En effet, observe finement saint Thomas d’Aquin, dont nous fêtons aujourd’hui l’anniversaire du décès, le Décalogue se répartit en deux, comme les deux tables sur lesquelles il fut gravé : la première partie concerne notre relation à Dieu, la second partie notre relation à autrui (et donc à nous-même : « Tu aimeras ton prochain comme toi-même »). La première traite successivement, et selon une gravité décroissante, des péchés contre Dieu en pensée (« Tu adoreras Dieu seul »), en parole (« Tu respecteras le nom du Seigneur ») et en action (« Tu sanctifieras le shabbat »). La seconde, après avoir prescrit l’honneur dû aux parents (quatrième commandement, le seul énoncé positivement), expose six interdits qui suivent la même distribution, quoique de manière inversée : en action, en parole et en pensée. En action, toujours selon l’ordre de gravité décroissante : porter atteinte à la vie (« Tu ne tueras pas »), au lien (« Tu ne seras pas adultère ») et aux biens d’autrui (« Tu ne voleras pas »). En parole (« Tu ne porteras pas de faux témoignage » ; « Tu ne mentiras pas »). En pensée (« Tu ne convoiteras pas »).
Une personne me racontait que, pour préparer sa confession, elle avait pris le temps de lire en détail toute cette seconde section de la troisième partie du Catéchisme. Elle s’était alors rendu compte que, à propos du troisième commandement (« Tu sanctifieras le jour du Seigneur »), ne pas aller à la messe le dimanche était un péché grave et non pas une transgression vénielle comme elle le pensait. De fait, le Catéchisme observe que, pour « préparer la réception de ce sacrement par un examen de conscience », les « textes les plus adaptés à cet effet sont à chercher dans le Décalogue et dans la catéchèse morale des Évangiles » comme le « Sermon sur la montagne » (1454).
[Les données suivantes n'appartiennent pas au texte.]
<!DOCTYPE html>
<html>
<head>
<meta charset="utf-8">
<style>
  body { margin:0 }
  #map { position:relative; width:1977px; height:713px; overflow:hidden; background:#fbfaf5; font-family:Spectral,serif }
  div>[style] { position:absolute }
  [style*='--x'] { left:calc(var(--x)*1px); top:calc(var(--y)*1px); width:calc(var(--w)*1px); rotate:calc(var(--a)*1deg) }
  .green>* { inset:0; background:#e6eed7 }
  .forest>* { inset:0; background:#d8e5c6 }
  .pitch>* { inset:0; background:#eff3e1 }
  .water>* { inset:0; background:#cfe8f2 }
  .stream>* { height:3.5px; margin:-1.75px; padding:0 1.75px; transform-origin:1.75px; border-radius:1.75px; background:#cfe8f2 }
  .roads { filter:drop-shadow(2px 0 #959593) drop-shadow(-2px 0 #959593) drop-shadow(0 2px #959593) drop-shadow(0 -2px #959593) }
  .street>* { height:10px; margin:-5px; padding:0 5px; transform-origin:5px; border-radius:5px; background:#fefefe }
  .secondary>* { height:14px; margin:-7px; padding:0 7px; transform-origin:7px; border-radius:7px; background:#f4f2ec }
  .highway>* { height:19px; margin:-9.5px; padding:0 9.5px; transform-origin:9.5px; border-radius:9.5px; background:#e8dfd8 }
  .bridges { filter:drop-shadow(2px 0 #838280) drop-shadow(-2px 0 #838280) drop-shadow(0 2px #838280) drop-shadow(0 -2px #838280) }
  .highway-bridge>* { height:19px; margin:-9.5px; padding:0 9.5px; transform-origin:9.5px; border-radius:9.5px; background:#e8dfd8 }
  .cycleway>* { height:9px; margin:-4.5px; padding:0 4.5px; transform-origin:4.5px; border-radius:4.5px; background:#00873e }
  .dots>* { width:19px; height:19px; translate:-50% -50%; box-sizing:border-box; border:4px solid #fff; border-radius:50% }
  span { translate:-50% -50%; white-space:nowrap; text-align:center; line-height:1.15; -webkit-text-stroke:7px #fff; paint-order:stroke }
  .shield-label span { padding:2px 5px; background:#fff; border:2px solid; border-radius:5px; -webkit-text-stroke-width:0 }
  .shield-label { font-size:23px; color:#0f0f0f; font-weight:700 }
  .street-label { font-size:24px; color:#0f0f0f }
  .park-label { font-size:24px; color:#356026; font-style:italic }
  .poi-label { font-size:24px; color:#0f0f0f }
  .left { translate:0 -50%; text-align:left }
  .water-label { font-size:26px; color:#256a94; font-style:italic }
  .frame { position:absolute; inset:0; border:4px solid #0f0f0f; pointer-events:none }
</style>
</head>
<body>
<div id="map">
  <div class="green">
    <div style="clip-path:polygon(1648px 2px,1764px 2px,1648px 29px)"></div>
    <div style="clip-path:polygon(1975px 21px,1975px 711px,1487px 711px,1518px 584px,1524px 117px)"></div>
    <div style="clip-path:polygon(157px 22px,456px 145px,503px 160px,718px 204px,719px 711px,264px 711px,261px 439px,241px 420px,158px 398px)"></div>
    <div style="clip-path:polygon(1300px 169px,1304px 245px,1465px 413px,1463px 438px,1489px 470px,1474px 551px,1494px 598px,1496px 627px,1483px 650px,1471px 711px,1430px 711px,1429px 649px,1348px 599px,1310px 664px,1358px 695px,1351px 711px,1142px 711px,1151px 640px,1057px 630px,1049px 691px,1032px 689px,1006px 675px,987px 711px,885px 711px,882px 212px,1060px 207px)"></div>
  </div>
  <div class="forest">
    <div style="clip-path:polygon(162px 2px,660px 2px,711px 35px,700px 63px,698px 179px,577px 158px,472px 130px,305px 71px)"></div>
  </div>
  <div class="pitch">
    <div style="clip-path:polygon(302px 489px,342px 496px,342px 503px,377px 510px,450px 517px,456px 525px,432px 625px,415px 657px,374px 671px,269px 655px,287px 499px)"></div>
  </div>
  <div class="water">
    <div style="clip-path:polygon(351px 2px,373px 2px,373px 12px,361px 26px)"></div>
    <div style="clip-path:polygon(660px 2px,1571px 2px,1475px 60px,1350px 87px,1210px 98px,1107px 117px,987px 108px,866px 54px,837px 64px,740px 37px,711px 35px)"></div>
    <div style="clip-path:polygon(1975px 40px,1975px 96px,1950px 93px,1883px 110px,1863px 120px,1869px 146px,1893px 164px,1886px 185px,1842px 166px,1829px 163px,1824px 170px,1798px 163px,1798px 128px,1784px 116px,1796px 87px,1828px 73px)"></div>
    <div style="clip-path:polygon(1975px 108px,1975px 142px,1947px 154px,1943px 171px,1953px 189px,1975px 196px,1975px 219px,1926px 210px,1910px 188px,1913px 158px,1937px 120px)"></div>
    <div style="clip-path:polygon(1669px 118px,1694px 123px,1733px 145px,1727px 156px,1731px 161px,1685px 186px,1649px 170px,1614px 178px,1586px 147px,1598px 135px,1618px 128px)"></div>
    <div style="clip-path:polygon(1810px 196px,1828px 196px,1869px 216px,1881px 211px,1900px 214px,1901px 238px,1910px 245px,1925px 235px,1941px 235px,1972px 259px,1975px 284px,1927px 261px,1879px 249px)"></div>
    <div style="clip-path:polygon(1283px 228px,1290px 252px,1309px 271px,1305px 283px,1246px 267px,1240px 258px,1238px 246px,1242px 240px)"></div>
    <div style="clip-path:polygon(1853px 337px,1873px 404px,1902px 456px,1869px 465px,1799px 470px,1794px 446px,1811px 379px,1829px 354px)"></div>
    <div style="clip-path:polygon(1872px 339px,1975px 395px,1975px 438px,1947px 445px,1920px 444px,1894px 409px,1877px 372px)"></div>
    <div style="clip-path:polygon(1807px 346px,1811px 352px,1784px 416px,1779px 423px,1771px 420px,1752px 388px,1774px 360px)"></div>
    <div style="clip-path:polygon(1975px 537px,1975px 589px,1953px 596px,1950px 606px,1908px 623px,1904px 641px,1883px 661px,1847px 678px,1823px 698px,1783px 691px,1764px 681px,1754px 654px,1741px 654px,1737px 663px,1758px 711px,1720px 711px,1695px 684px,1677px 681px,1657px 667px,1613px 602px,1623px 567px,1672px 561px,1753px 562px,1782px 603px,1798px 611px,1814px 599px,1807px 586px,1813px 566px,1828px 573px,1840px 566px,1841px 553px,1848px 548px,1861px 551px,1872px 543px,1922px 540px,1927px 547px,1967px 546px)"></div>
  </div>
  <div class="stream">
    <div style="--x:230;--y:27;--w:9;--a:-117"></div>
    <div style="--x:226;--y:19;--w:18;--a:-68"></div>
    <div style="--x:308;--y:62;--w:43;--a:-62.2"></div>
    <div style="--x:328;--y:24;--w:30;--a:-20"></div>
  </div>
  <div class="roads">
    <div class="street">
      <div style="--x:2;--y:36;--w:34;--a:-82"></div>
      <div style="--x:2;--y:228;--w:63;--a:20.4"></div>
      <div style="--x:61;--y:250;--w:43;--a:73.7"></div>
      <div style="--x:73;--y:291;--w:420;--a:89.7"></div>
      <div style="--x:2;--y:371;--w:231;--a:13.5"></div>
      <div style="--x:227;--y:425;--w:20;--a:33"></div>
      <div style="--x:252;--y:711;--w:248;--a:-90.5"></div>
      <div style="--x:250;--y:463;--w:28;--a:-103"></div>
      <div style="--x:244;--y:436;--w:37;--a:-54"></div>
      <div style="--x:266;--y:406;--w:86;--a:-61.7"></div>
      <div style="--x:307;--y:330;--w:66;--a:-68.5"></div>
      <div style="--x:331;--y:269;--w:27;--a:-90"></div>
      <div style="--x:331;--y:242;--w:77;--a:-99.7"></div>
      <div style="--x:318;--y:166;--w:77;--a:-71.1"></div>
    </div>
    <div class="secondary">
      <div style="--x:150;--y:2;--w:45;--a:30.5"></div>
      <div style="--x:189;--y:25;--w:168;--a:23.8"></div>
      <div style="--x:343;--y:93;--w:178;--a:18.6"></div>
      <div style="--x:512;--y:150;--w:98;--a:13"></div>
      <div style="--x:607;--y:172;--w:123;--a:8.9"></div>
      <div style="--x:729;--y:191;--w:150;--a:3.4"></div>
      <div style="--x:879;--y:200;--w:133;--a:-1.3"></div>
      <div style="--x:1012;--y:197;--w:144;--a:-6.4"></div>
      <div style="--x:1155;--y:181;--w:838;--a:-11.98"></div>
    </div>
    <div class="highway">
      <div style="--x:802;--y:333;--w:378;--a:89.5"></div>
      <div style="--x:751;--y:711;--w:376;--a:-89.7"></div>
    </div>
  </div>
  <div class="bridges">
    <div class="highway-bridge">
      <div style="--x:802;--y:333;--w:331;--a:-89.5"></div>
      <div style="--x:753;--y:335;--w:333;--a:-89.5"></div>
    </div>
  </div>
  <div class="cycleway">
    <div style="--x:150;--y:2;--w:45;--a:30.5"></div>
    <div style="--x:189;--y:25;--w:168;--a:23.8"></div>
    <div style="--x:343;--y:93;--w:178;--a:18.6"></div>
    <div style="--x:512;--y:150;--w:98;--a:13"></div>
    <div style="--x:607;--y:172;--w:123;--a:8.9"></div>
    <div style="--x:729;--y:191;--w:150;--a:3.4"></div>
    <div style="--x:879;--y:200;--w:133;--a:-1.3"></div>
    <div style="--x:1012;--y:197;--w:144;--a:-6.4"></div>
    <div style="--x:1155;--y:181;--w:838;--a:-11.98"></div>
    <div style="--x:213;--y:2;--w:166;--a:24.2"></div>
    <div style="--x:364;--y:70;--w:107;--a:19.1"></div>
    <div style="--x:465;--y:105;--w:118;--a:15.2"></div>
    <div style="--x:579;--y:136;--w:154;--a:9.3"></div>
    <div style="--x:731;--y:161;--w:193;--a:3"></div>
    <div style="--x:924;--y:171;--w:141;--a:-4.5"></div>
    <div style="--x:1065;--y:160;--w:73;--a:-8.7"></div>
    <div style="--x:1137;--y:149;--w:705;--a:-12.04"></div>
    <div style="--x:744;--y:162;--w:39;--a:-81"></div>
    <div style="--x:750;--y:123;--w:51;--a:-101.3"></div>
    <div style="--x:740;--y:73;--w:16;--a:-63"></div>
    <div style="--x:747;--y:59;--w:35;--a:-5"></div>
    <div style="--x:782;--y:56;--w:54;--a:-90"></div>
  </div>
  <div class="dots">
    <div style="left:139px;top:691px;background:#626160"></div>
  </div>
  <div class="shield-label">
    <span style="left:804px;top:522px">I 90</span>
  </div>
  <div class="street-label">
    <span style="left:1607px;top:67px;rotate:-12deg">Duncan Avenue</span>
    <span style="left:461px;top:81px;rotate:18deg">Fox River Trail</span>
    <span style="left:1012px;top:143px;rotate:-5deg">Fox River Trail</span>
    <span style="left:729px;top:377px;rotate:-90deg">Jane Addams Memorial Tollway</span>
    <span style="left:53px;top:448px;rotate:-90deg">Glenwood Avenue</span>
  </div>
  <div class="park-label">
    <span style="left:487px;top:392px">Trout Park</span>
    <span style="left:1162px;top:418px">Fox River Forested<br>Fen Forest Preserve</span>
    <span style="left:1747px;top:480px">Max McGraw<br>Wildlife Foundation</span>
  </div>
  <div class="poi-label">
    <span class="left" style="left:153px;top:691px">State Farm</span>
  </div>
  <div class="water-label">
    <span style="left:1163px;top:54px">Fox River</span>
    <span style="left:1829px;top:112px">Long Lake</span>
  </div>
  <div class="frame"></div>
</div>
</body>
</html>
Le témoignage de Gloria Polo ne s’arrête pas à l’énumération et à la transgression des dix commandements. Le plus beau reste à venir.
Avec une honte immense, elle se met à sangloter : « Seigneur Jésus, ayez pitié de moi ! Pardonnez-moi, donnez-moi une seconde chance ! ». Jésus vient alors, la tire du puits et lui dit avec tout son amour : « Tu vas retourner sur terre, je te donne une seconde chance ». Elle voit alors beaucoup de petites lumières s’allumer, telles des petites flammes d’amour. Surtout, elle aperçoit une flamme beaucoup plus grande. Mais elle ne sait pas d’où elle provient. Alors Jésus lui explique : « Celui qui t’aime tant, ne te connaît même pas ». Une paysan pauvre du nord-est de la Colombie était allé en ville acheter du sucre de canne. Or, le marchand l’avait emballé dans du papier journal où se trouvait la photo de Gloria toute brûlée. Lorsqu’il la vit ainsi, sans même terminer l’article, il tomba à genoux et se mit à sangloter avec un profond amour en suppliant : « Seigneur Dieu, ayez pitié de ma petite sœur. Si vous la sauvez, je vous promets que j’irai en pèlerinage au Sanctuaire de Buga », au sud-ouest de la Colombie. Jésus conclut : « C’est cela aimer son prochain. Maintenant, donne ton témoignage non pas mille fois, mais mille fois mille fois, et malheur à ceux qui ne changeront pas après l’avoir entendu ».
Je terminerai en rappelant l’intention du pape François pour ce mois de mars : « Prions pour que nous vivons le sacrement de réconciliation avec une profondeur renouvelée, afin de goûter l’infinie miséricorde de Dieu ».